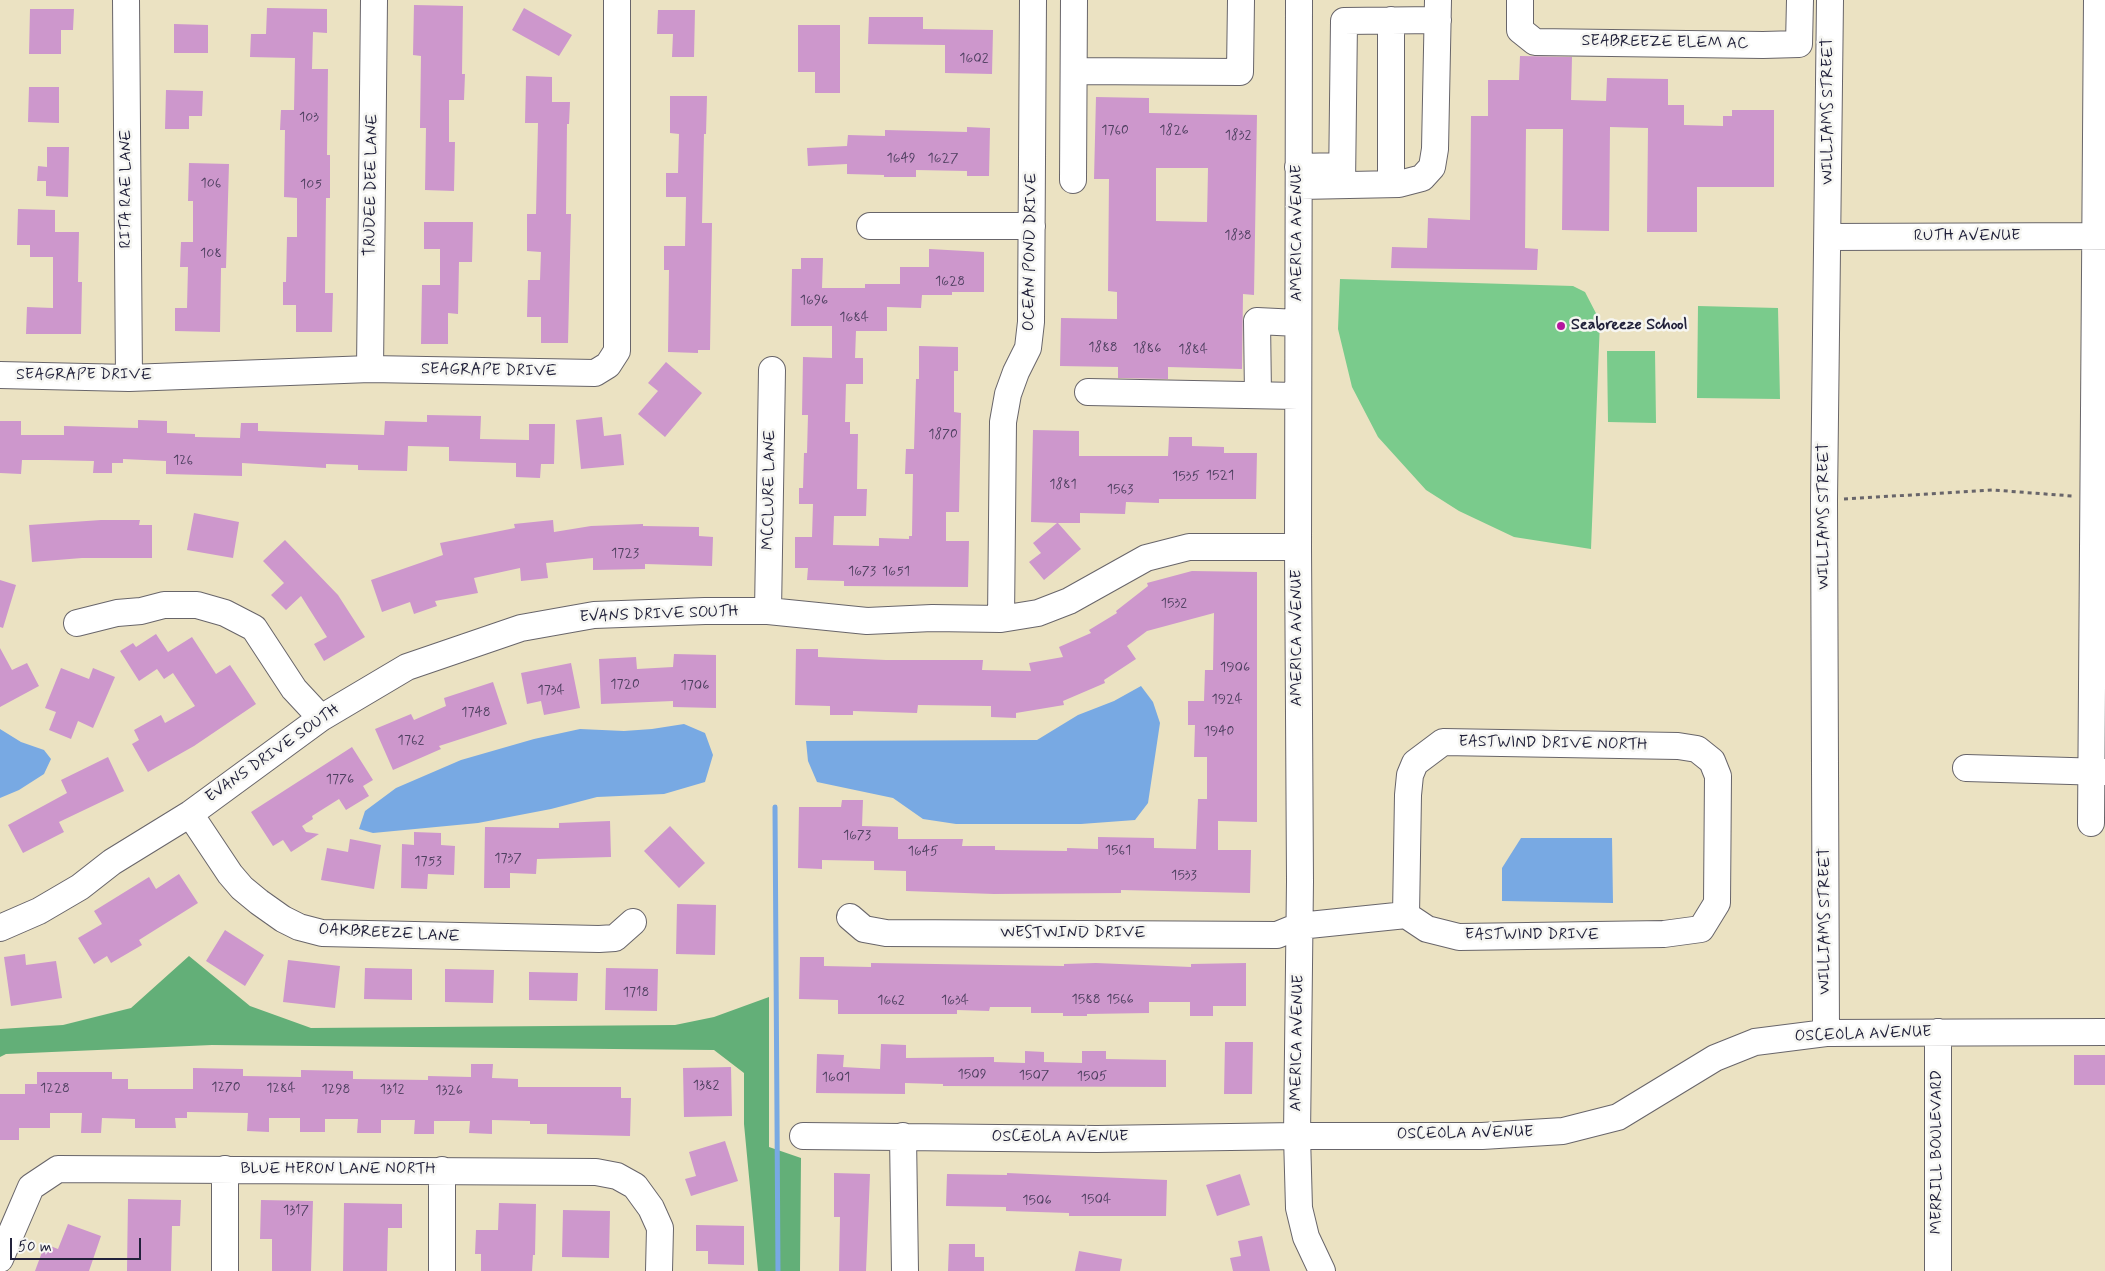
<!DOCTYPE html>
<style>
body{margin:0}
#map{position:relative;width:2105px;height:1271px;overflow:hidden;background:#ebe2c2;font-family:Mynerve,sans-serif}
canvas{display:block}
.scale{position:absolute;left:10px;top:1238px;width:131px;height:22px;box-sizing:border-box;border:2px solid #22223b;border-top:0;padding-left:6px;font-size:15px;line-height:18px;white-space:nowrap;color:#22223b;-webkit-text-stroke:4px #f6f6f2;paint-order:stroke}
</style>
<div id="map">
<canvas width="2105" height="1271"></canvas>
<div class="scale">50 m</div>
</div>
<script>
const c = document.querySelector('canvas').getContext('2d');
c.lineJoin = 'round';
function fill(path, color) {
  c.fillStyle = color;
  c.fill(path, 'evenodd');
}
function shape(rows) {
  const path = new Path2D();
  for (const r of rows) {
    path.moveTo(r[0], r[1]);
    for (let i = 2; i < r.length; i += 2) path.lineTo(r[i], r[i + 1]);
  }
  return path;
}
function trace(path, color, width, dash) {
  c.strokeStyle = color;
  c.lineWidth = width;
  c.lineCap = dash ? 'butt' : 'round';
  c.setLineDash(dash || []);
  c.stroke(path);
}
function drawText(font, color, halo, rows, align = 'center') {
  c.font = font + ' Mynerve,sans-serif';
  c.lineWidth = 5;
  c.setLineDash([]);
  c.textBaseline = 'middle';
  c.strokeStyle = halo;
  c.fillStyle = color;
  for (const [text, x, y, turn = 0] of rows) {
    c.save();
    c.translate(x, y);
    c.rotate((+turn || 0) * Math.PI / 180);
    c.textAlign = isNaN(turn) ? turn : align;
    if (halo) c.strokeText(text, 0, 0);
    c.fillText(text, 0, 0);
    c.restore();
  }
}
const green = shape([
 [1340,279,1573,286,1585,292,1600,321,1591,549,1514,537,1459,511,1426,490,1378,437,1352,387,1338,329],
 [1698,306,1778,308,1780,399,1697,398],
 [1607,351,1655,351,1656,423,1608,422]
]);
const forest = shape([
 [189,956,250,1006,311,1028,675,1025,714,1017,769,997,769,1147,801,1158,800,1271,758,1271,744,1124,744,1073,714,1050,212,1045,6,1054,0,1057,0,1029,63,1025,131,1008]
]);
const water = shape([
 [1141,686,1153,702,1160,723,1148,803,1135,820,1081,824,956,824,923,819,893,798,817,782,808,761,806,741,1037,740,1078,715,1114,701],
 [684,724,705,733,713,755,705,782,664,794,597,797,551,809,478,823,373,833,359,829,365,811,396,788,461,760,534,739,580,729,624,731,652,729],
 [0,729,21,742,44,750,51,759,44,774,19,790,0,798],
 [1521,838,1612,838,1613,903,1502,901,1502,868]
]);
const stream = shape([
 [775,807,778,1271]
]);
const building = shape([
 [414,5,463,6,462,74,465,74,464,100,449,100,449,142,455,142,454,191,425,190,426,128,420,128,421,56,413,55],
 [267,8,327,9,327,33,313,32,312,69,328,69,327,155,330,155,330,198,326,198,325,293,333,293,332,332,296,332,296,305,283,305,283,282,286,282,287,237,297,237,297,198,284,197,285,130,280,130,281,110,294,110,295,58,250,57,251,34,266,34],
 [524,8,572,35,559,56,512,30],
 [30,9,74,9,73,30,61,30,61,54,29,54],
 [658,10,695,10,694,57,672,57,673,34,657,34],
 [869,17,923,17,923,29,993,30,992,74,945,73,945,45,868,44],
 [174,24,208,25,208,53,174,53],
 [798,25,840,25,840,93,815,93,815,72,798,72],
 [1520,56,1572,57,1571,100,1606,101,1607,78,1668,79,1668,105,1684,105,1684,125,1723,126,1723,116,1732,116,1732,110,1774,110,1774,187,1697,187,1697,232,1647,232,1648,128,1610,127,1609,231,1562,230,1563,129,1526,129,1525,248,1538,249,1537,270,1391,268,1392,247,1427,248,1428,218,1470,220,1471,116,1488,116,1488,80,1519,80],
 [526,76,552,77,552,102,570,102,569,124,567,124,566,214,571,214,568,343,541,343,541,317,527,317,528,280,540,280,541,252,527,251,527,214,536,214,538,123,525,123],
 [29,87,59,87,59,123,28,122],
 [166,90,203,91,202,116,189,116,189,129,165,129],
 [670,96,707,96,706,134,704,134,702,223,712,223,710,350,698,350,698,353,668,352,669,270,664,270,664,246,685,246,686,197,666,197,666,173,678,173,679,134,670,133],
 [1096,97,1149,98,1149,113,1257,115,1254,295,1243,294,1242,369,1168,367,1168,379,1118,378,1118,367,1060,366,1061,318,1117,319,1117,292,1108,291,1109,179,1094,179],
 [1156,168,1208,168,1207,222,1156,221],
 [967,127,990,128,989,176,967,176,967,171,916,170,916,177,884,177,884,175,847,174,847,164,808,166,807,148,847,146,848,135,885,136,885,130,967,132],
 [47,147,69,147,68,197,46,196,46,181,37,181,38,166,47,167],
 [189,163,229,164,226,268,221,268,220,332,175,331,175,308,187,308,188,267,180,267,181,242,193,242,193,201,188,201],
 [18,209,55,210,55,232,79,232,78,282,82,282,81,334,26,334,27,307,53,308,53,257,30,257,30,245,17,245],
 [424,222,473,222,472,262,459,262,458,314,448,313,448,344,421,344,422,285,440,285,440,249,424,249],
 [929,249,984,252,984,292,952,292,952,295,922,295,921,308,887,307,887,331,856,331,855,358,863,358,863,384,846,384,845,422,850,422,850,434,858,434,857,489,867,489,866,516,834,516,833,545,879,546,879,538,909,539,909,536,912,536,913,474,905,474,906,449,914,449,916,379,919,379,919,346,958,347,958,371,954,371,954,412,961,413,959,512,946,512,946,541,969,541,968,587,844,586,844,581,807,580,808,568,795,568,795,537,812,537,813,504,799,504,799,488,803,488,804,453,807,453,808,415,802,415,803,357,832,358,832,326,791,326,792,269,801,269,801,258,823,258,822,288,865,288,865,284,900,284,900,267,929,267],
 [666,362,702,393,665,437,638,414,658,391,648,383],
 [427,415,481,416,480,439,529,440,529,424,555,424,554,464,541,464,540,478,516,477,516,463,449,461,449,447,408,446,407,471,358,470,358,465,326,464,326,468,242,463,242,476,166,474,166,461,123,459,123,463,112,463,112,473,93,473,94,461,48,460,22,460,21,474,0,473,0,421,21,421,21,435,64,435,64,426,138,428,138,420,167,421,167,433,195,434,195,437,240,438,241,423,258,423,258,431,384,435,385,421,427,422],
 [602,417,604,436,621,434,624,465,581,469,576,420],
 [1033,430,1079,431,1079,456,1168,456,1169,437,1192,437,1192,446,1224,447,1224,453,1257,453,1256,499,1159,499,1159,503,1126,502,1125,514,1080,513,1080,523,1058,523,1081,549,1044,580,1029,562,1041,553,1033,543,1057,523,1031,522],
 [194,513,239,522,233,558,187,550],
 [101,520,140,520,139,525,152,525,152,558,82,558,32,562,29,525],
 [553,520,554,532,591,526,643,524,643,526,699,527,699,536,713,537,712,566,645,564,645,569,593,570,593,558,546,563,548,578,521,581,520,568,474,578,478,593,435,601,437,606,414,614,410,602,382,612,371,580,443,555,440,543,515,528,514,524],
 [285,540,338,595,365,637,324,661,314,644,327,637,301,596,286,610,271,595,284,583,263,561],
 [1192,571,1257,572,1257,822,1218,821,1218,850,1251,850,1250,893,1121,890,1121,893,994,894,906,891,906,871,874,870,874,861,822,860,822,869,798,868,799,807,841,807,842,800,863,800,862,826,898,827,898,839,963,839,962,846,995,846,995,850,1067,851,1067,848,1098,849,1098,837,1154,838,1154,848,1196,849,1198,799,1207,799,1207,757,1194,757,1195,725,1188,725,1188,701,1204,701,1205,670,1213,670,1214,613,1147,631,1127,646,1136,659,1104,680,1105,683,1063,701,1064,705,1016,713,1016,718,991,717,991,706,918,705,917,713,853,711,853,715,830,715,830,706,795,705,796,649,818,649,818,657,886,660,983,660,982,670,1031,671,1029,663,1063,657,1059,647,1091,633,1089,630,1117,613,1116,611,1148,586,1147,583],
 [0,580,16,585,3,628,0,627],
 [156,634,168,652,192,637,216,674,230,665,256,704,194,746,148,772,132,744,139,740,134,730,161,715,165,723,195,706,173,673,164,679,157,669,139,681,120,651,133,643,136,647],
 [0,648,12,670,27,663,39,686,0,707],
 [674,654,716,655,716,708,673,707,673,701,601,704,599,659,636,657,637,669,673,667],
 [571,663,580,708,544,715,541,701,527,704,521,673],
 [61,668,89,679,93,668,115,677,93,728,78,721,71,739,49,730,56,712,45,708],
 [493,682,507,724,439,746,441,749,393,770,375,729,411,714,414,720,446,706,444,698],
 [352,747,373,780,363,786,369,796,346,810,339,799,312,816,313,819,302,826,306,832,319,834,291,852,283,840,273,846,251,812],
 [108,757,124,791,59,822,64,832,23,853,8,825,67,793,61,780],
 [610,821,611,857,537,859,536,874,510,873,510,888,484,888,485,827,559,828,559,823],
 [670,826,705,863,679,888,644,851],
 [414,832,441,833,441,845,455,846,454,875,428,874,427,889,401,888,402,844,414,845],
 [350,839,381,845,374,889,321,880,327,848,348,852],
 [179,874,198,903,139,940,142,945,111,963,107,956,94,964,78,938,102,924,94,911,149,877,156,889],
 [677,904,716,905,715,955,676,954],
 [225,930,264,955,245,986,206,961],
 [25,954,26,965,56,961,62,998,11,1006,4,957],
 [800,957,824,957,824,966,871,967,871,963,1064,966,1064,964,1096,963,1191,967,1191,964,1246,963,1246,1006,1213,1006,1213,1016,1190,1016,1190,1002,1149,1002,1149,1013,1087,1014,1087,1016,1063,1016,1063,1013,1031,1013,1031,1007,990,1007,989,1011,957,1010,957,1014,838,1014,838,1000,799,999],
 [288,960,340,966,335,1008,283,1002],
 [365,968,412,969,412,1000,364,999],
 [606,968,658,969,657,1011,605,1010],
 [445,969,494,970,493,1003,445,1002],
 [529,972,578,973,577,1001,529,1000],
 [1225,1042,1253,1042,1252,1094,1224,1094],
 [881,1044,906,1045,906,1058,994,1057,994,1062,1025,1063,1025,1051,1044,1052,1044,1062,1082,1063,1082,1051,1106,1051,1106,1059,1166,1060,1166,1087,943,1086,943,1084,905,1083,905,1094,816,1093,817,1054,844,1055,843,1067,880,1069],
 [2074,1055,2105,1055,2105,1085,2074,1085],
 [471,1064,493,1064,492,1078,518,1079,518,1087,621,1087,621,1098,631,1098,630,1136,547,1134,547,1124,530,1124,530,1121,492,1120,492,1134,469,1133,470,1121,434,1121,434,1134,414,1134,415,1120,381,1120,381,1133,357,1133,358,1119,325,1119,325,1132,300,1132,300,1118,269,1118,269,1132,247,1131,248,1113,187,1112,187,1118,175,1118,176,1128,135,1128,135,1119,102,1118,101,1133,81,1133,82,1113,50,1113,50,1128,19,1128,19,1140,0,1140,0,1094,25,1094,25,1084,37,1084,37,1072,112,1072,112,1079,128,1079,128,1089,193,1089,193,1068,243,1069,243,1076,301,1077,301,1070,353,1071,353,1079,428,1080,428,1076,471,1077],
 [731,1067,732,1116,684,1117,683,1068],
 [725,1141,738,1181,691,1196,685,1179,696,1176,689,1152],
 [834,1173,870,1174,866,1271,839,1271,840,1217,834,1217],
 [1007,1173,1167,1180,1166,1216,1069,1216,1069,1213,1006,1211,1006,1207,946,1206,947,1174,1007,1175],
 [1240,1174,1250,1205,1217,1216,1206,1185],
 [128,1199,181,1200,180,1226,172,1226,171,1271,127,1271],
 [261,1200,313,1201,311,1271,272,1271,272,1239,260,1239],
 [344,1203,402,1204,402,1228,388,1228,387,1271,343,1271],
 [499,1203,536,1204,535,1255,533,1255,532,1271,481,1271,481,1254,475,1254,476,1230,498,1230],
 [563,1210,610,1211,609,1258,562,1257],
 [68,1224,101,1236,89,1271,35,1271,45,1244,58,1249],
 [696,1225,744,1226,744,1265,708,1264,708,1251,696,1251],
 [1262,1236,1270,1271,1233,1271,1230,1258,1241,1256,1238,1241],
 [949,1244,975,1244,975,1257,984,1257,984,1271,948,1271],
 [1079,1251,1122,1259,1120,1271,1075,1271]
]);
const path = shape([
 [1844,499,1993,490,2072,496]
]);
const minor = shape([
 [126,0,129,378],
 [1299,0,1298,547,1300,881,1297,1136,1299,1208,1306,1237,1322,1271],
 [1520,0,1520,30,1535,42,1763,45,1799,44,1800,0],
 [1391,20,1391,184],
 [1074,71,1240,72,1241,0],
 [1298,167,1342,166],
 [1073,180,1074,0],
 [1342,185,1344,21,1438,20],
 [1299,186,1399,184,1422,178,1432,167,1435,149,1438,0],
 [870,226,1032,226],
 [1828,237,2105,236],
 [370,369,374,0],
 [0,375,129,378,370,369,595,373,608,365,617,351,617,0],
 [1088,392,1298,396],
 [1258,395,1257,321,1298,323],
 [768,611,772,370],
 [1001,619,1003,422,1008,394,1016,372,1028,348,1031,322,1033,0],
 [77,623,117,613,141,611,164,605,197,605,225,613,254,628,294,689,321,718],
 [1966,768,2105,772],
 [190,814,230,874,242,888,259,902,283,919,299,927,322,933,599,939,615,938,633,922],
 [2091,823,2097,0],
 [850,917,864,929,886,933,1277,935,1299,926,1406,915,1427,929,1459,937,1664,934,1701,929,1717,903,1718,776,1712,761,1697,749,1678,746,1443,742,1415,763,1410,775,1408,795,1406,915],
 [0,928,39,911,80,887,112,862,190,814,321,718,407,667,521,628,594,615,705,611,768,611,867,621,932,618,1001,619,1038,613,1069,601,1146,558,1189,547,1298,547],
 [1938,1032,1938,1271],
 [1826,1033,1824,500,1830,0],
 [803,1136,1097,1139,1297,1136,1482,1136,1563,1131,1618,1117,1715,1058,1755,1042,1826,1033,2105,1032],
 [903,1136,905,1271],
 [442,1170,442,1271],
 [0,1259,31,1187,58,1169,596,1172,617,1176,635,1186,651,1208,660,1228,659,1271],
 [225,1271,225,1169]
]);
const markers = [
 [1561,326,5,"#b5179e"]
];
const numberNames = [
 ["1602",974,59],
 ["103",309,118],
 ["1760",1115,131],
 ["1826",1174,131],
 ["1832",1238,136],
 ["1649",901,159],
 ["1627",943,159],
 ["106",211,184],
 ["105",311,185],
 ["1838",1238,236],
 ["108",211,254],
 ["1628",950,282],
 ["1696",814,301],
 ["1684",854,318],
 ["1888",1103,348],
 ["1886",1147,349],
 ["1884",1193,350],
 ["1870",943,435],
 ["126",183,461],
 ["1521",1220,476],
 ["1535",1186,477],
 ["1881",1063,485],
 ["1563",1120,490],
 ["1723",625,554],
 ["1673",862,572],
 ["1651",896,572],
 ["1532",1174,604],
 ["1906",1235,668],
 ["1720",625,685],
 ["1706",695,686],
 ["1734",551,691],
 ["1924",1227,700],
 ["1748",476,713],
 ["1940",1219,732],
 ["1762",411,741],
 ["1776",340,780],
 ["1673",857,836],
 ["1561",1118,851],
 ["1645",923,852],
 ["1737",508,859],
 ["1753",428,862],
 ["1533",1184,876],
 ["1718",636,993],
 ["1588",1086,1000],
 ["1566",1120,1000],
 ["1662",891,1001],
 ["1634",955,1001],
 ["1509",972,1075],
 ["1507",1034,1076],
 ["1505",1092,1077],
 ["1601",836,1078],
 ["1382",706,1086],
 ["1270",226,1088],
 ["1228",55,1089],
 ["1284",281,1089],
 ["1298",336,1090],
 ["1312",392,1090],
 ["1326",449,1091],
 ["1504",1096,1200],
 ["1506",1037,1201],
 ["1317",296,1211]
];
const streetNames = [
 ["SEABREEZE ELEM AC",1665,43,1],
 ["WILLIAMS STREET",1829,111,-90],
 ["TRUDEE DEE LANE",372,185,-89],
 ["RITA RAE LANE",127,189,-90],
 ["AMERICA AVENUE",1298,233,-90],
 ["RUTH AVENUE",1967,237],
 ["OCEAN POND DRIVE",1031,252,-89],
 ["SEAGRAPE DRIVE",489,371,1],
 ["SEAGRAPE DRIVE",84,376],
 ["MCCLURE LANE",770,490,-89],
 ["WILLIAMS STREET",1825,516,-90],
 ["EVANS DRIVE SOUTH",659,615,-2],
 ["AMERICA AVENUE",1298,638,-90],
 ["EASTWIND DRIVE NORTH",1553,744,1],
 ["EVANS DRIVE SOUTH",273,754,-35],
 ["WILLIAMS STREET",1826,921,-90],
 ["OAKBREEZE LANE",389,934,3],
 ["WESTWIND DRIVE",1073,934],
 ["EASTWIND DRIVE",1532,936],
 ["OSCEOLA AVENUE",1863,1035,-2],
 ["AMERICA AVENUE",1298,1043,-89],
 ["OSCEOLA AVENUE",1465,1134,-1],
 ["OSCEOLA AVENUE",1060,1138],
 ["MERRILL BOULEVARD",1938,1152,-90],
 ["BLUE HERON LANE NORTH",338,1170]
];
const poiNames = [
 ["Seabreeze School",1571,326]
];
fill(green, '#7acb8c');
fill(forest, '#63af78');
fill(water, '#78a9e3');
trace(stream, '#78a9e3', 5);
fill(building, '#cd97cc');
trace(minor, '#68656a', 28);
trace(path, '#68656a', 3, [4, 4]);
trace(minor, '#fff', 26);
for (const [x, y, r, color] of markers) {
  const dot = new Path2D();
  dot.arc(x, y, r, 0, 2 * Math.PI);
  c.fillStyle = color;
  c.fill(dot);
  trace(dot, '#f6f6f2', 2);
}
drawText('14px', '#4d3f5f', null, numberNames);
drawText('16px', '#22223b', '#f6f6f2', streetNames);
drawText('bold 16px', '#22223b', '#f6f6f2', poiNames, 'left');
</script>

*****

Set down, exactly as they appear above, all lines from the one that has "function fill(path, color)" down to the one that has "c.translate(x, y);", including those two and no others.

function fill(path, color) {
  c.fillStyle = color;
  c.fill(path, 'evenodd');
}
function shape(rows) {
  const path = new Path2D();
  for (const r of rows) {
    path.moveTo(r[0], r[1]);
    for (let i = 2; i < r.length; i += 2) path.lineTo(r[i], r[i + 1]);
  }
  return path;
}
function trace(path, color, width, dash) {
  c.strokeStyle = color;
  c.lineWidth = width;
  c.lineCap = dash ? 'butt' : 'round';
  c.setLineDash(dash || []);
  c.stroke(path);
}
function drawText(font, color, halo, rows, align = 'center') {
  c.font = font + ' Mynerve,sans-serif';
  c.lineWidth = 5;
  c.setLineDash([]);
  c.textBaseline = 'middle';
  c.strokeStyle = halo;
  c.fillStyle = color;
  for (const [text, x, y, turn = 0] of rows) {
    c.save();
    c.translate(x, y);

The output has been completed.